Après la dislocation de l'Union Soviétique, la Tchétchénie a été la seule ancienne république du Caucase du Nord à se déclarer indépendante (en novembre 1991). Si Moscou a d'abord essayé de déstabiliser le président tchétchène en soutenant des clans opposés, elle tente un coup de force en 1994 en envoyant l'armée, qui dévaste Grozny la capitale et va s'embourber jusqu'aux accords de 1996, qui consacrent le retrait russe. La Tchétchénie sort exsangue de la guerre.

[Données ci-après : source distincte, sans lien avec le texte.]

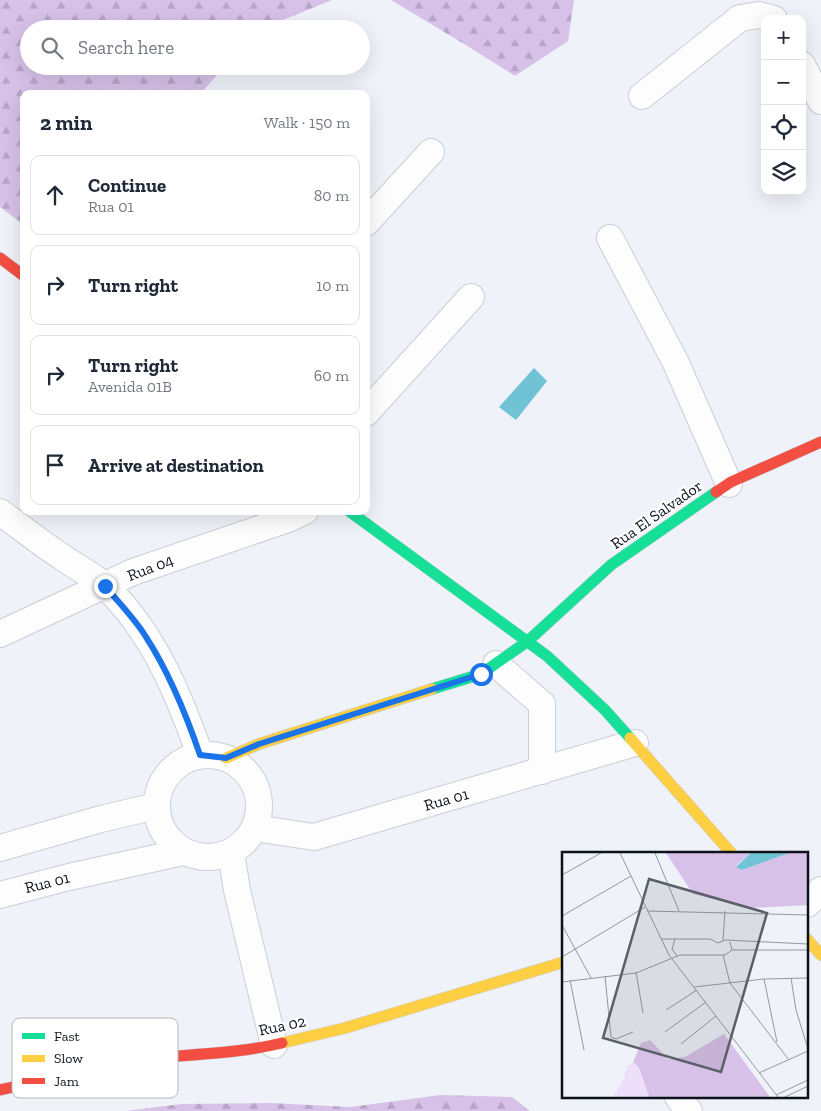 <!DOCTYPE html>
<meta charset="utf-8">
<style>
:root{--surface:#fff;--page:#f2f2f3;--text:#1f2937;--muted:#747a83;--line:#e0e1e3}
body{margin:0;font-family:"Zilla Slab",serif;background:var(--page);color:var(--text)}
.controls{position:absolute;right:15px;top:15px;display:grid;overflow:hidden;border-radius:10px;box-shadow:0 5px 20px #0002}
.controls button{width:45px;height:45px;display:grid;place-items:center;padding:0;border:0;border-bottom:1px solid var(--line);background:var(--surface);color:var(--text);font:25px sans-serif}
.stop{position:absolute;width:15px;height:15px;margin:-11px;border:4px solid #1a73e8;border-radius:50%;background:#fff}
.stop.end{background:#1a73e8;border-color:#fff;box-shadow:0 1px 5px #0008}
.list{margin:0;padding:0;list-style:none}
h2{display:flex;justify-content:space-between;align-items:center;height:65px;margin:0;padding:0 20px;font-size:21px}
h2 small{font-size:16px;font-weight:400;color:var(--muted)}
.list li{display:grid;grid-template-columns:32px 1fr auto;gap:15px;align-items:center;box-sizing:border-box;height:80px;margin:0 10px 10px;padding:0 10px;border:1px solid var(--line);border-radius:10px}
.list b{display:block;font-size:19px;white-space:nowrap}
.list p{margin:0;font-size:16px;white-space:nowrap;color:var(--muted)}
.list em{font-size:16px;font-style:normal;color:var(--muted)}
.icon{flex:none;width:28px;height:28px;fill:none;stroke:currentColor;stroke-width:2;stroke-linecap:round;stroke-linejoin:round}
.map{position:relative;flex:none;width:821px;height:1111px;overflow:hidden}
.search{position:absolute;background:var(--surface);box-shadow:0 5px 20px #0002;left:20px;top:20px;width:350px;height:55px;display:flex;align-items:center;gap:12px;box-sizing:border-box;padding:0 18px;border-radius:28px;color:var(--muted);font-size:19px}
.panel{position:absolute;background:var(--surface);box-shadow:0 5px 20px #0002;left:20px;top:90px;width:350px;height:425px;border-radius:10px}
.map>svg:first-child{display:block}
.forest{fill:url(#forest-firs)}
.water{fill:#70c3d4}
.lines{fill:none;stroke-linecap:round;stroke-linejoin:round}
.street-casing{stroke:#caced6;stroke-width:28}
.fast-casing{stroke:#caced6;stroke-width:12}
.slow-casing{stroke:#caced6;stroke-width:12}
.jam-casing{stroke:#caced6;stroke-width:12}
.street{stroke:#fdfdfe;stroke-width:26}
.fast{stroke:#16e098;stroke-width:11}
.slow{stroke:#ffcf43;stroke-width:11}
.jam{stroke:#f24e42;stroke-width:11}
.route{stroke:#1a73e8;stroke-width:6}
.labels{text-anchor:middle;stroke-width:4.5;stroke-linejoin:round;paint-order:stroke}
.street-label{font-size:16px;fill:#0c111a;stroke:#fff}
.inset-road{fill:none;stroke:#94989f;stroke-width:1}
.view{fill:#5b6068;fill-opacity:0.15;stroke:#5b6068;stroke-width:2.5}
.inset-edge{fill:none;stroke:#0c111a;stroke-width:2.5}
.key{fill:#fff;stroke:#b6b8ba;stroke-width:1}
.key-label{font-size:14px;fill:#0c111a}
</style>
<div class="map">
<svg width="821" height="1111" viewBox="0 0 821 1111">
<defs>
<pattern id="forest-firs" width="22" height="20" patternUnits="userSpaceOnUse" patternTransform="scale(1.25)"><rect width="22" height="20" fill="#d7c1e9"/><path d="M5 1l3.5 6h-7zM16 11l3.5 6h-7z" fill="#b7a5c7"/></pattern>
</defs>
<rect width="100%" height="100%" fill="#eff2f8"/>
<g class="forest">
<polygon points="0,0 332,0 261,29 29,29 29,66 225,66 200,94 24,94 24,225 0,207"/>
<polygon points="391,0 574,0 568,41 515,76 464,44"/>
<polygon points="441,1095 512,1097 530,1111 126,1111 181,1104 271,1103 350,1107"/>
</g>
<polygon class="water" points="534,368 547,381 516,420 499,407"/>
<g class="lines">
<g class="street-casing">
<g id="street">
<polyline points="802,65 821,101"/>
<polyline points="642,96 740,18 759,15 774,19"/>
<polyline points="366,223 431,152"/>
<polyline points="610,238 675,361 729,484"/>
<polyline points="366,413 471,297"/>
<path d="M0,512C22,528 43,545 65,559C78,568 94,576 106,587C153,632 179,695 200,755"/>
<polyline points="0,634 133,572 288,519 305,511"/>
<polyline points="496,664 542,704 542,771"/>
<circle cx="208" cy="806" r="51"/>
<polyline points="255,828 314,837 635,743"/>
<polyline points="0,848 101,819 156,806"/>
<polyline points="231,853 237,890 274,1045"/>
<polyline points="0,895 69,877 183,852"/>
<polyline points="807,904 821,890"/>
<polyline points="678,1097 689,1111"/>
</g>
</g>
<g class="fast-casing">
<g id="fast">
<polyline points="349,511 547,656 605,710 630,738"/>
<polyline points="432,689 481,674 528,641 611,565 716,492"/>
</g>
</g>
<g class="slow-casing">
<g id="slow">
<polyline points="630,738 732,854"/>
<polyline points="226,758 259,744 432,689"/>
<polyline points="807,939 821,955"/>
<polyline points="282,1043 345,1028 564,962"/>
</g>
</g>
<g class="jam-casing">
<g id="jam">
<polyline points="0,258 24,276"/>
<polyline points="716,492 731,482 821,442"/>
<path d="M0,1090C48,1079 96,1065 146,1059C191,1054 237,1054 282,1043"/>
</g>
</g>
<use href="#street" class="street"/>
<use href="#fast" class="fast"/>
<use href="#slow" class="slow"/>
<use href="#jam" class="jam"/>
</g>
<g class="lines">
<path class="route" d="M105,586C119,603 135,619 146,637C170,674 186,714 200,755L226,758L259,744L481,674"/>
</g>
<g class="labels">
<g class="street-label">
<text transform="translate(656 514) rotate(-35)" y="6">Rua El Salvador</text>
<text transform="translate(150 567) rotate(-21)" y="6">Rua 04</text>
<text transform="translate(446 799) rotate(-16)" y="6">Rua 01</text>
<text transform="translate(47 882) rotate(-14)" y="6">Rua 01</text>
<text transform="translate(282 1025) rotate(-12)" y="6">Rua 02</text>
</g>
</g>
<g transform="translate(562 852)">
<rect width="246" height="246" fill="#eff2f8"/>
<path d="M104,1H189L174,14L180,18L227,1H246V53L189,56L131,42ZM162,182L208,245H87L77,216L71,210L79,191L88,188L106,207L123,205Z" fill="#d7c1e9"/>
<path d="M71,210L77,216L87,245H50L60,231L65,215Z" fill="#eddffa"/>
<path d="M189,1H227L180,18L174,15Z" fill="#70c3d4"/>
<path class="inset-road" d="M58,1L107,103L216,245M93,1L117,59M0,23L39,1M85,59L246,63M0,64L69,24M0,73L29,126M99,87H148L156,91M113,87L110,97L115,104M161,88L163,59M156,91L163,88L246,92M170,98H246M161,103L168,131L227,208M0,105L83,55M74,120L81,161M43,124L49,185L54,187L71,180M229,126L234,158L246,197M202,127L215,190M8,128L22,198M0,130L74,121L118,103H163L170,98L168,90M132,135L202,127L246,126M104,158L135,138M103,180L144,150M119,192L154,164M197,221L246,199M214,243L246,228M223,245L246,234"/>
<path class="view" d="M87,27L205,61L159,220L41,186Z"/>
<rect width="246" height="246" class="inset-edge"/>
</g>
<rect x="12" y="1018" width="166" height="80" rx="8" class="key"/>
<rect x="22" y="1033" width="23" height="6" fill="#16e098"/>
<rect x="22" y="1055" width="23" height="7" fill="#ffcf43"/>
<rect x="22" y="1078" width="23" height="6" fill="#f24e42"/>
<g class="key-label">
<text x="54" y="1041">Fast</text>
<text x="54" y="1063">Slow</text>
<text x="54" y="1086">Jam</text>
</g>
</svg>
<div class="controls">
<button>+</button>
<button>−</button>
<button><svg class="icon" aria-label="locate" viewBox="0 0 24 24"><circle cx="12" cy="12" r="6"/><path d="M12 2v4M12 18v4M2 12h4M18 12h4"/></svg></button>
<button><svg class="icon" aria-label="layers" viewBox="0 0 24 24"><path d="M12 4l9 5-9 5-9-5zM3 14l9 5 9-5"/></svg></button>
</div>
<div class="stop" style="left:481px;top:674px"></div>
<div class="stop end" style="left:105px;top:586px"></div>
<div class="search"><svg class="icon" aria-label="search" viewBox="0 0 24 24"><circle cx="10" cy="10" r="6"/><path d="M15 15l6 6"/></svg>Search here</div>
<section class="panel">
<h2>2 min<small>Walk · 150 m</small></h2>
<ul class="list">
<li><svg class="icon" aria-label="ahead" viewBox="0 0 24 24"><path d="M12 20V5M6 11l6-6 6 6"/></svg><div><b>Continue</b><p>Rua 01</p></div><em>80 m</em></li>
<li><svg class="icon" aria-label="right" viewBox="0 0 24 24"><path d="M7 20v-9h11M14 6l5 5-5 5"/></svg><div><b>Turn right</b></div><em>10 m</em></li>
<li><svg class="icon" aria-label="right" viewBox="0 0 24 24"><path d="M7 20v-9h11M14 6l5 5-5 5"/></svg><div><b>Turn right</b><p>Avenida 01B</p></div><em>60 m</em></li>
<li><svg class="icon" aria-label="arrive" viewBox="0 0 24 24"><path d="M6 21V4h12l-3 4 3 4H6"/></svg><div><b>Arrive at destination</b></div></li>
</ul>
</section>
</div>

Depuis 1999 c'est la reprise du conflit. Moscou souhaite être définitivement maître de la région. Il est vrai que les enjeux pétroliers entre les deux guerres se sont considérablement accrus : on sait désormais que la Caspienne renferme les troisième ou quatrième réserves mondiales en hydrocarbures. La Tchétchénie se retrouve au cour d'un région hautement stratégique pour ce qui est de leur acheminement. Le nouvel olédouc qui relie l'énorme gisement de Tenguiz (Kazakhstan) à la Mer Noire passe non loin au Nord. Celui qui vient d'Azerbaïdjan traverse la Tchétchénie. Pour Moscou il s'agit donc de stabiliser toute une région, pour assurer un apport en devises (taxes douanières sur l'acheminement du brut) et le transport du pétrole kazakh, en grande partie contrôlé par des entreprises russes.
La lutte douloureuse des Tchétchènes face à l'expansionnisme russe, depuis le XIXe siècle (c'est l'un des derniers peuples envahis par l'Empire russe), est loin d'être close.